Depuis vingt ans, la Commission européenne s'attelle avec opiniâtreté au secteur du rail, et sa gestuelle n'a pas changé : elle fait un pas, trébuche, se redresse, puis refait un pas.
Avec les résultats que l'on connaît : dans 16 Etats de l'UE, 90% du transport ferroviaire de passagers est entre les mains des opérateurs historiques. A l'avenir, les usagers pourront faire ce qui n'existe pas aujourd'hui : comparer les prix d'un Paris-Marseille ou d'un Cahors-Montauban avec ceux des concurrents de la SNCF.
Autant dire que la libéralisation, mot synonyme de dumping social ou de délitement du service public pour les cheminots, reste très virtuelle. Mais jusqu'à quand ? Décembre 2019, répond la Commission européenne, qui a présenté un paquet de 6 textes législatifs le 30 janvier. D'ici sept ans, l'ensemble des lignes de transports de voyageurs (TGV, TER, trains d'équilibre du territoire, trains de banlieue...) vont entrer dans une phase de mise en concurrence avec d'autres opérateurs que la SNCF.

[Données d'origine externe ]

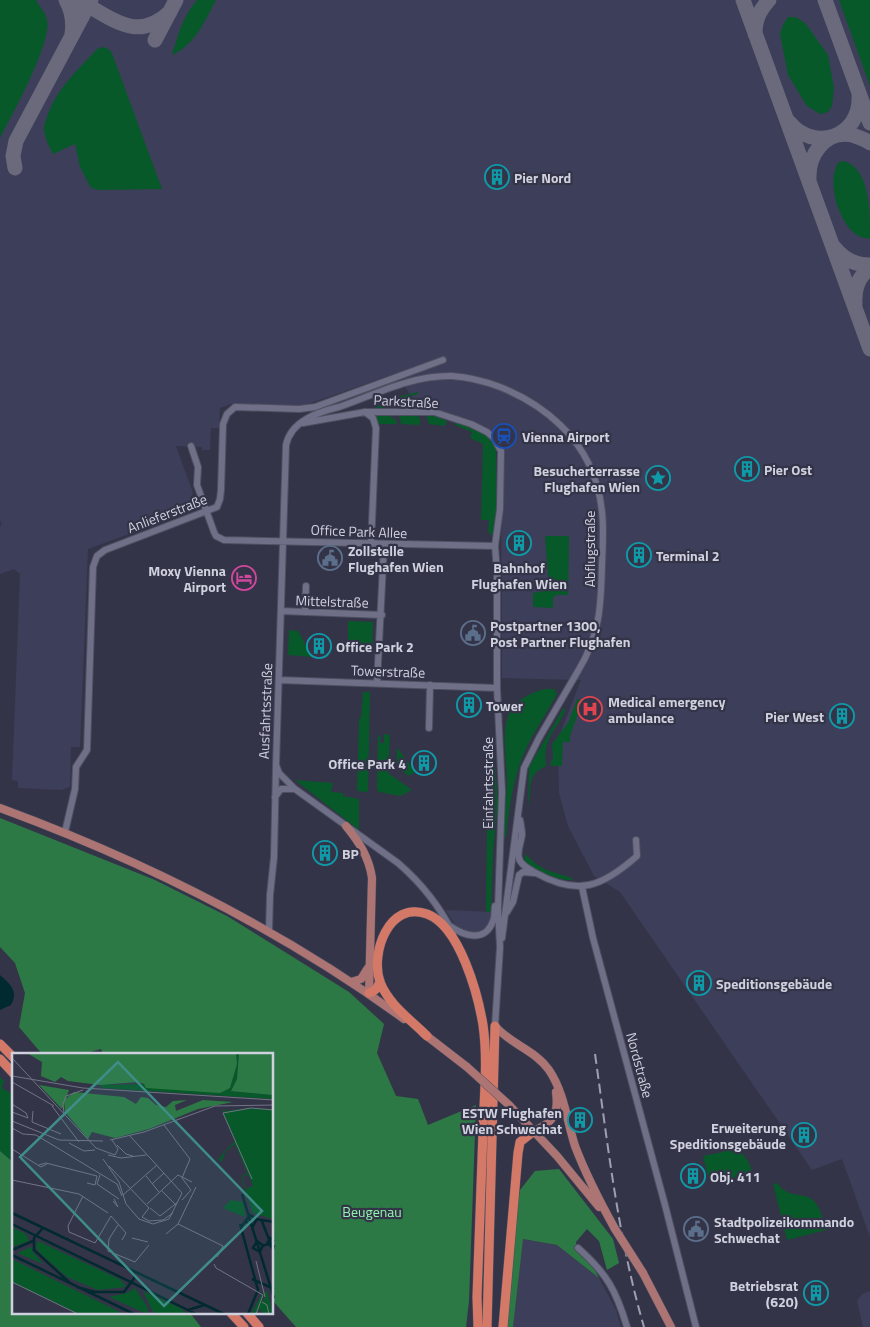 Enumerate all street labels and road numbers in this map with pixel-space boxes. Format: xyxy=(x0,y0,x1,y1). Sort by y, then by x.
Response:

Risques anti-concurrentiels

Pour ce faire, les règles du jeu doivent être les mêmes pour tous… enfin presque. De grands Etats comme l'Allemagne, l'Italie et bientôt la France, peuvent fonctionner selon le modèle de la holding, où le gestionnaire d'infrastructures – à l'instar de RFF - cohabite au sein de la même maison que le transporteur, comme la SNCF.
Un schéma que la Commission européenne ne manque pourtant pas de décrier, tant il présente des risques anti-concurrentiels : les nouveaux entrants se sont vus imposer "des redevances d'accès aux gares et aux voies pour les services de voyageurs considérablement plus élevées que les taux appliqués aux entreprises ferroviaires historiques", rappelle la Commission dans ses propres documents. "L'asymétrie de l'information peut avantager les entreprises ferroviaires historiques par rapport à leurs concurrents, et l'absence de transparence financière totale entraîne un risque persistant de financements croisés."
Des dérives repérées dans le Land de Saxe-Anhalt, où le gestionnaire d'infrastructure compense au profit de DB Regio l'augmentation des droits d'accès aux voies. Sous une autre forme, la SNCF a elle aussi été pointée du doigt sur le marché du transport de marchandises : "En sa qualité de gestionnaire de l'infrastructure déléguée, la SNCF avait collecté des informations confidentielles sur les demandes de sillons horaires introduites par ses concurrents et les avait utilisées dans l'intérêt commercial de sa filiale fret, Fret SNCF", relève la Commission.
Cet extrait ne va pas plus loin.